The UN’s top court yesterday started to hear arguments on the future status of the British-ruled Chagos Islands, home to a strategic joint US military base, but a territory claimed by Mauritius.
Port Louis opened four days of hearings before the International Court of Justice (ICJ) in a case brought by the UN over the Indian Ocean archipelago, which has been the center of a dispute for more than five decades.
In a diplomatic blow to Britain, the UN General Assembly in June last year adopted a resolution presented by Mauritius and backed by African nations asking The Hague-based ICJ to offer a legal opinion on the island chain’s fate.
Photo: AP
The ICJ’s 15 judges are to listen to arguments on the “legal consequences of [Britain’s] separation of the Chagos Archipelago from Mauritius” in 1965, shortly before Port Louis’ independence from its colonial ruler.
The African Union and 22 countries — which includes the US, Germany and several Asian and Latin American nations — are to make statements during the four-day hearing.
After the hearings, the ICJ is to hand down a non-binding “advisory opinion,” but the judges’ ruling might take several months or even years.
An opinion in favor of Mauritius might strengthen Port Louis’ hand in negotiations or could lay the foundation for an eventual formal claim before the ICJ — set up in 1946 and which also rules in disputes between countries.

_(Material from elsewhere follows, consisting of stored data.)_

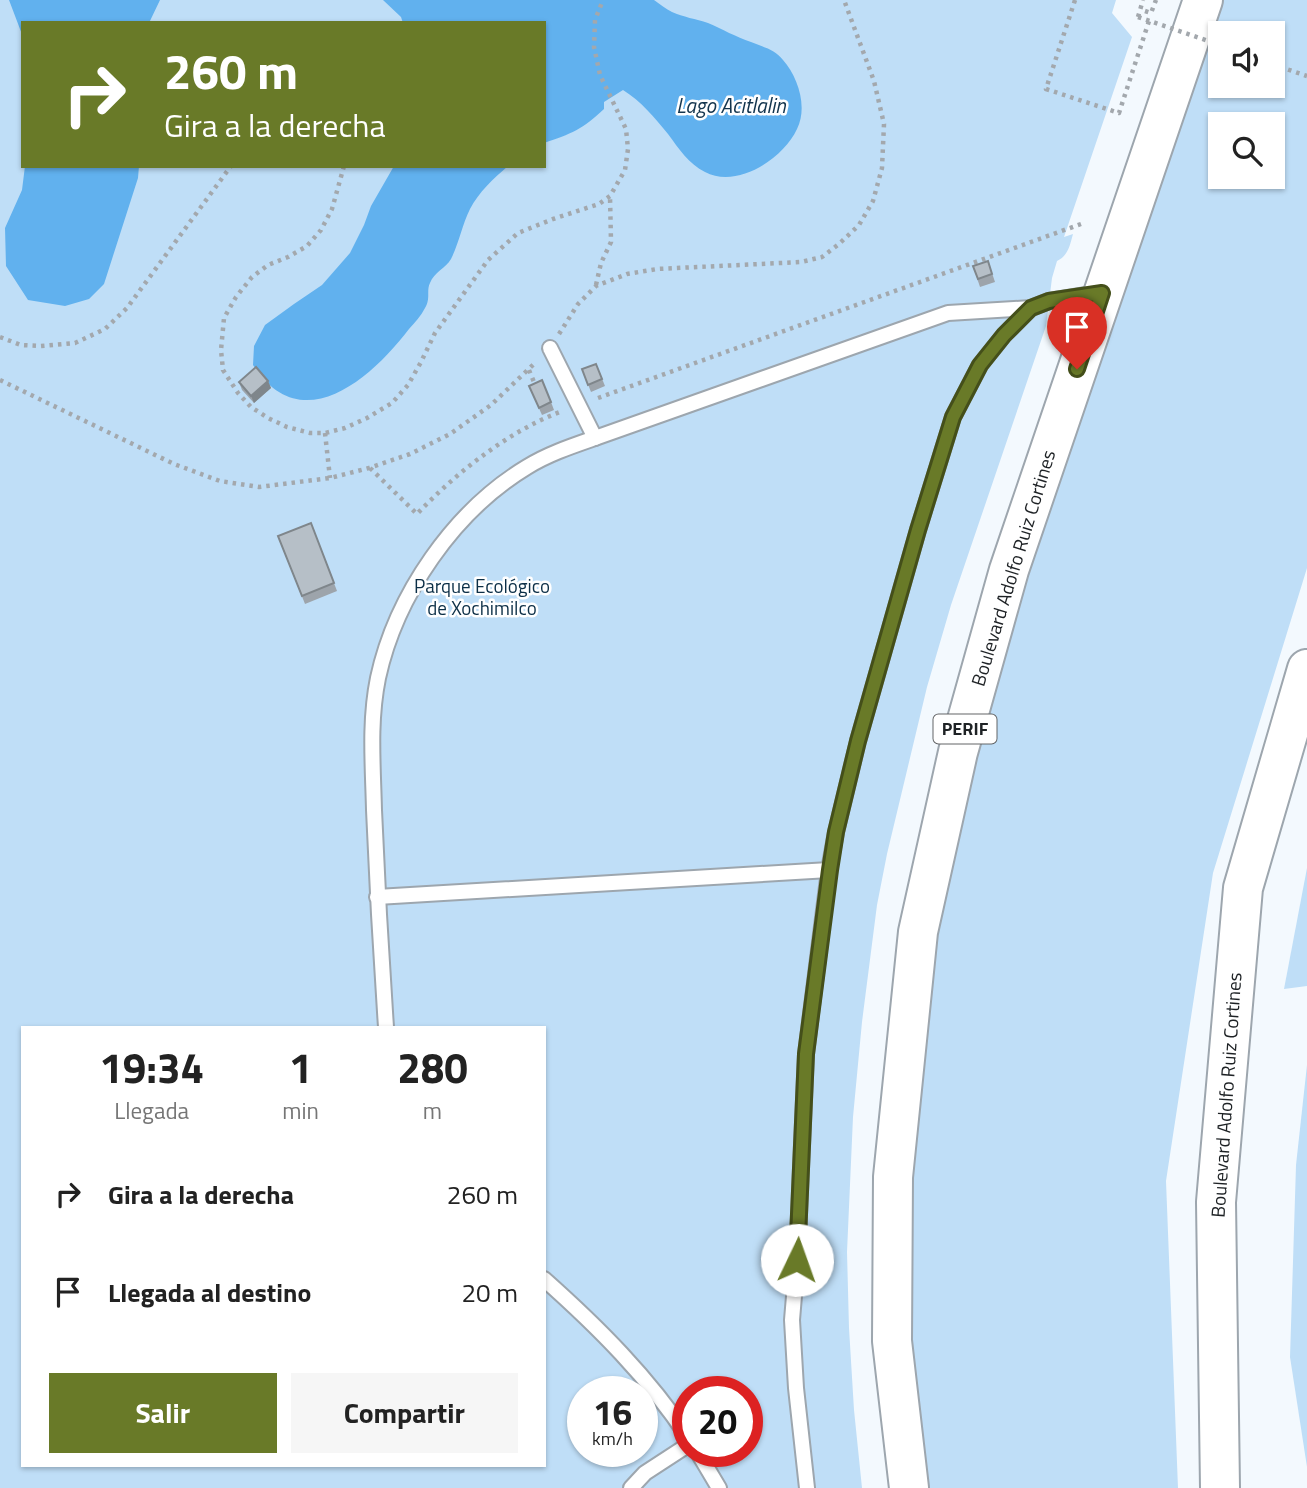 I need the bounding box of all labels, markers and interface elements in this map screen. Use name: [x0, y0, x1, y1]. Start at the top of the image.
map controls: [1208, 21, 1285, 189]
button: sound: [1208, 21, 1285, 98]
text: 260 m: [164, 33, 298, 108]
icon: right: [49, 49, 140, 140]
water label: Lago Acitlalin: [676, 89, 786, 121]
text: Gira a la derecha: [164, 101, 386, 149]
button: search: [1208, 112, 1285, 189]
pin: [1047, 297, 1107, 369]
icon: arrive: [1058, 308, 1096, 346]
street label: Boulevard Adolfo Ruiz Cortines: [963, 446, 1062, 690]
park label: Parque Ecológico de Xochimilco: [414, 571, 550, 622]
road number: PERIF: [934, 714, 996, 744]
street label: Boulevard Adolfo Ruiz Cortines: [1202, 971, 1249, 1219]
text: 19:34: [99, 1035, 204, 1099]
text: 1: [289, 1035, 312, 1099]
text: 280: [397, 1035, 468, 1099]
text: Llegada: [114, 1093, 189, 1128]
text: min: [282, 1093, 319, 1128]
text: m: [423, 1093, 442, 1128]
icon: right: [49, 1175, 87, 1213]
text: Gira a la derecha: [108, 1175, 294, 1214]
text: 260 m: [447, 1175, 518, 1214]
position arrow: [760, 1223, 834, 1297]
icon: arrive: [49, 1273, 87, 1311]
text: Llegada al destino: [108, 1273, 311, 1312]
text: 20 m: [461, 1273, 518, 1312]
button: Salir: [49, 1373, 277, 1453]
button: Compartir: [291, 1373, 518, 1453]
speed limit sign: 20: [672, 1376, 763, 1467]
text: 16: [593, 1385, 632, 1439]
text: km/h: [592, 1425, 633, 1452] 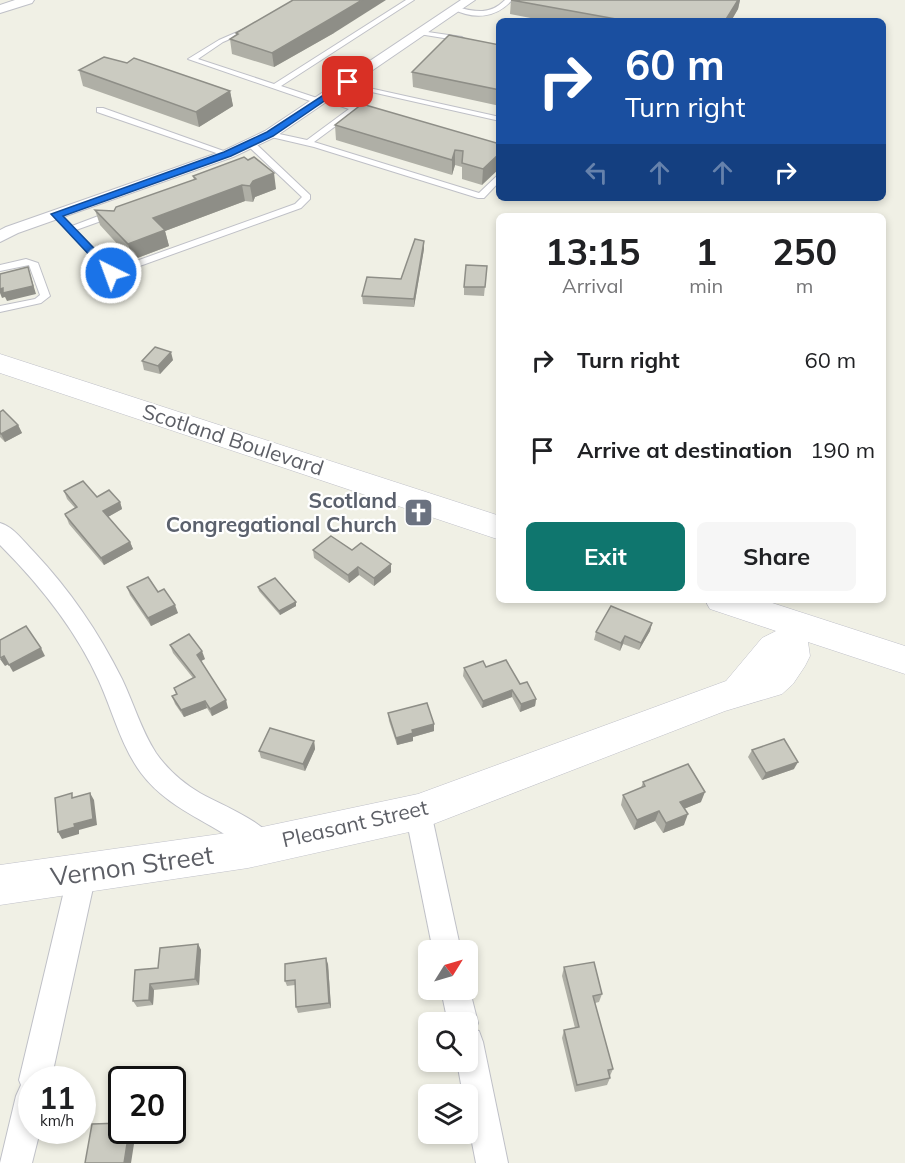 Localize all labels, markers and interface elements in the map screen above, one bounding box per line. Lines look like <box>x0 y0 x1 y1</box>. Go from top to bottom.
text: 60 m <box>625 38 725 91</box>
icon: right <box>526 42 604 120</box>
pin <box>322 56 373 107</box>
icon: arrive <box>331 65 364 98</box>
text: Turn right <box>625 90 745 124</box>
icon: left <box>580 156 613 189</box>
icon: ahead <box>643 156 676 189</box>
icon: ahead <box>706 156 739 189</box>
icon: right <box>769 156 802 189</box>
text: 13:15 <box>545 229 640 274</box>
text: 1 <box>695 229 717 274</box>
text: 250 <box>772 229 837 274</box>
position arrow <box>79 241 143 305</box>
text: Arrival <box>562 273 623 298</box>
text: min <box>689 273 723 298</box>
text: m <box>796 273 813 298</box>
icon: right <box>526 344 559 377</box>
text: Turn right <box>577 346 680 374</box>
text: 60 m <box>805 346 856 374</box>
street label: Scotland Boulevard <box>140 398 327 481</box>
icon: arrive <box>526 434 559 467</box>
text: Arrive at destination <box>577 436 792 464</box>
text: 190 m <box>810 436 875 464</box>
place label: Scotland Congregational Church <box>166 487 397 537</box>
church icon: Scotland Congregational Church <box>402 497 434 529</box>
button: Exit <box>526 522 685 591</box>
button: Share <box>697 522 856 591</box>
street label: Pleasant Street <box>279 794 430 852</box>
street label: Vernon Street <box>48 838 216 893</box>
north arrow <box>418 940 478 1000</box>
map controls <box>418 940 478 1144</box>
button: search <box>418 1012 478 1072</box>
speed limit sign: 20 <box>108 1066 186 1144</box>
text: 11 <box>39 1079 75 1117</box>
button: layers <box>418 1084 478 1144</box>
text: km/h <box>40 1111 74 1130</box> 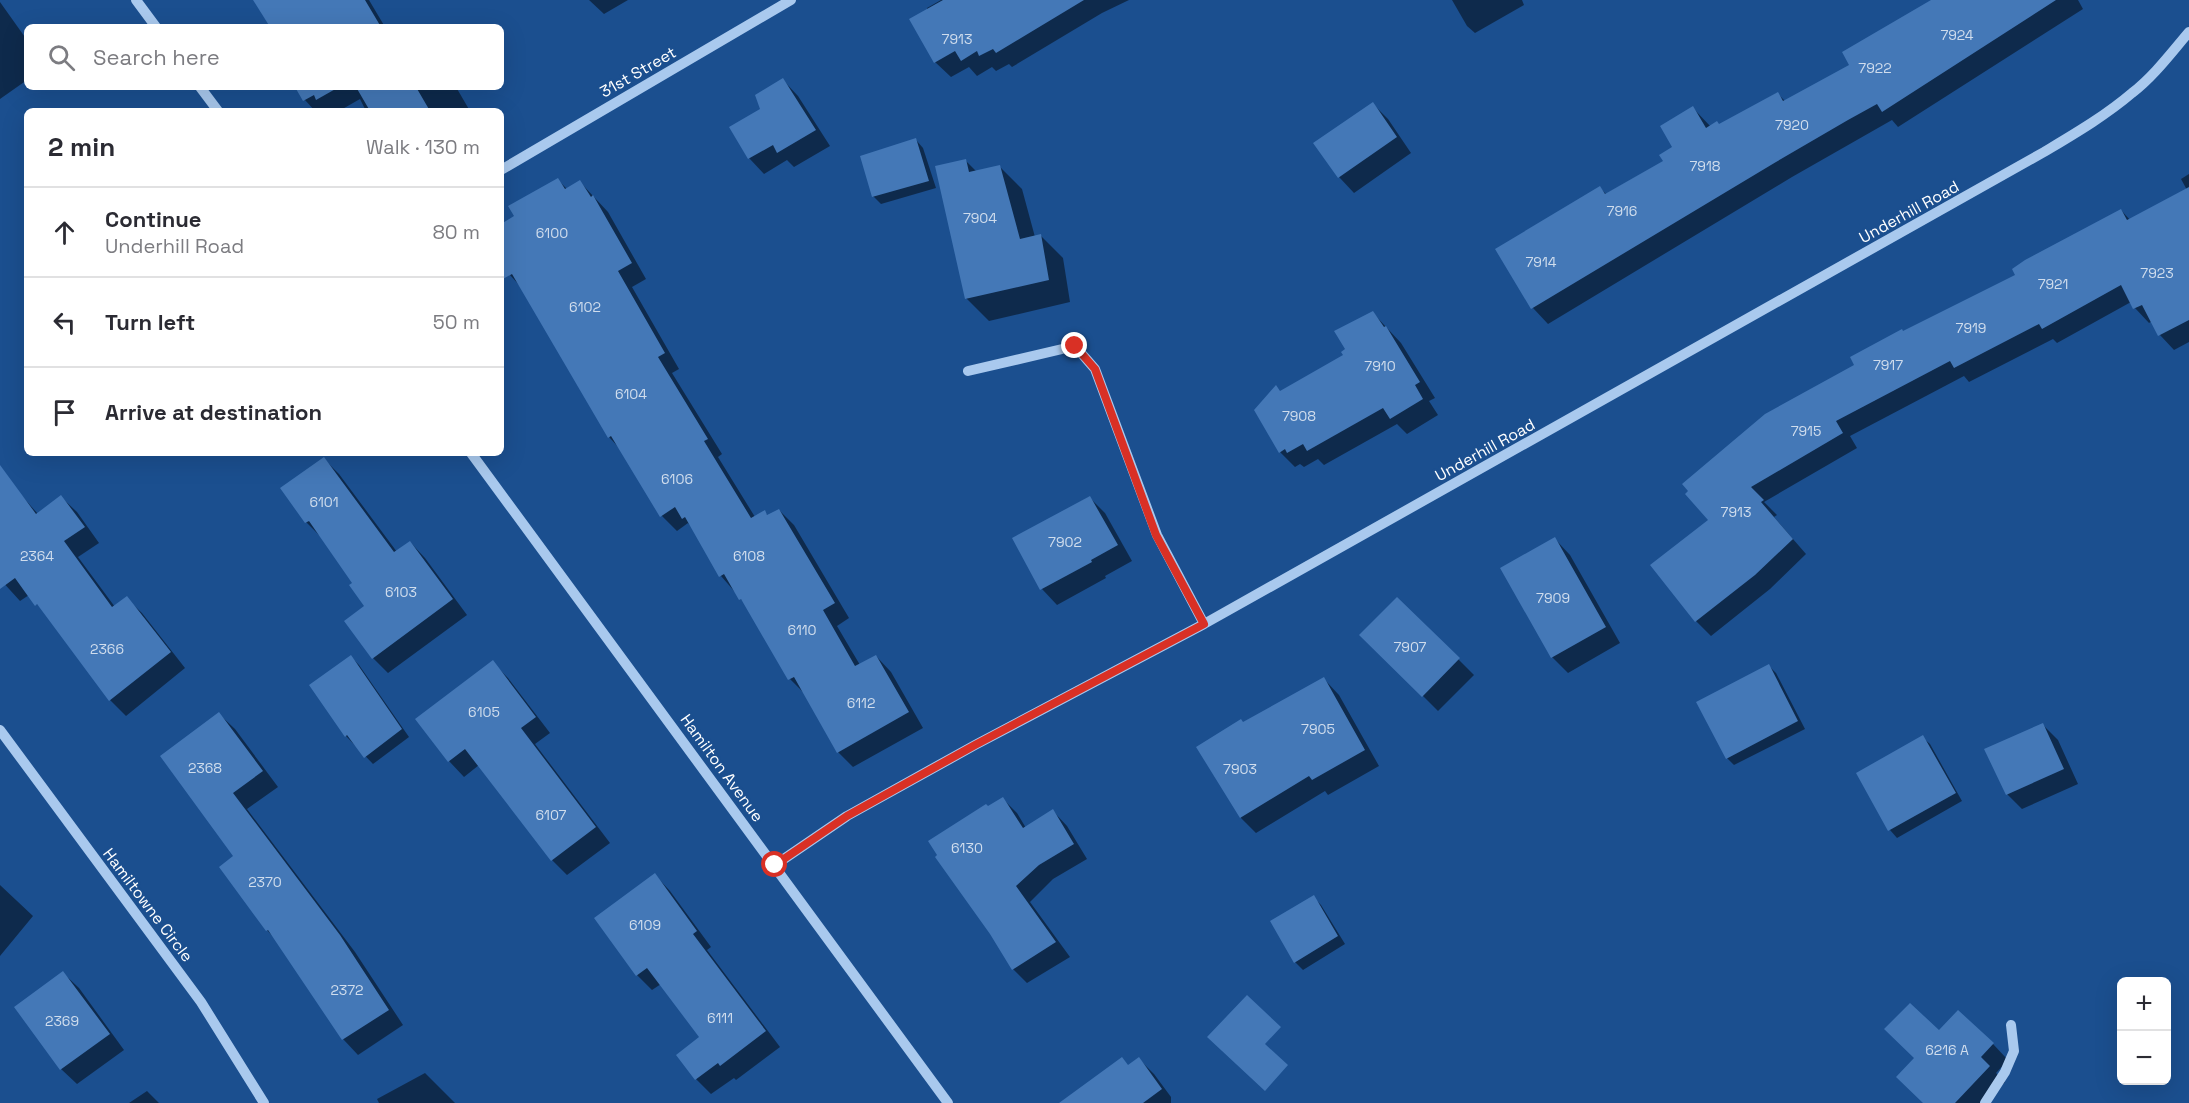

Mauritius, which declared independence in 1968, argues that it was illegal for London to break up its territory while still under colonial rule.
Britain detached the islands from Mauritius, then a semi-autonomous British territory, using decolonization talks as leverage and paying £3 million (US$3.86 million at the current exchange rate) for them at the time.
As the Cold War with the former Soviet Union intensified, London established a combined military base with the US on Diego Garcia, the largest of the islands.
The Indian Ocean base plays a key strategic role in US military operations.
In the 1970s, it offered proximity to Asia during the fall of Saigon (now Ho Chi Minh City) and the Khmer Rouge takeover in Cambodia, and as the Soviet navy extended its influence in the region.
In recent years it has served as a staging ground for US bombing campaigns in Afghanistan and Iraq.
Britain in the early 1970s also evicted the archipelago’s residents — about 2,000 in total — to Mauritius and the Seychelles to make way for the base.
A UK diplomat in a cable at the time described it as the removal of “some few Tarzans and Man Fridays,” and islanders have not been allowed to return since because of security reasons.
Last year’s vote before the UN whether to refer the matter to the ICJ was also seen as a test for Britain’s ability to rally support from fellow Europeans at the world body, a year after its shock vote to leave the EU.
The matter was passed 95-15, with 65 abstentions — most by European member states, including France, Italy and Spain.
London, ahead of yesterday’s hearings, pledged to mount a “robust defense,” saying that the move was bound to hurt relations with Port Louis.
Mauritius on the other hand, said it wants to “eliminate colonialism” and that its independence would not be complete without getting back the Chagos Islands.
However, Port Louis did say it recognized “the existence of the base and accepts its continued and future functioning in accordance with international law.”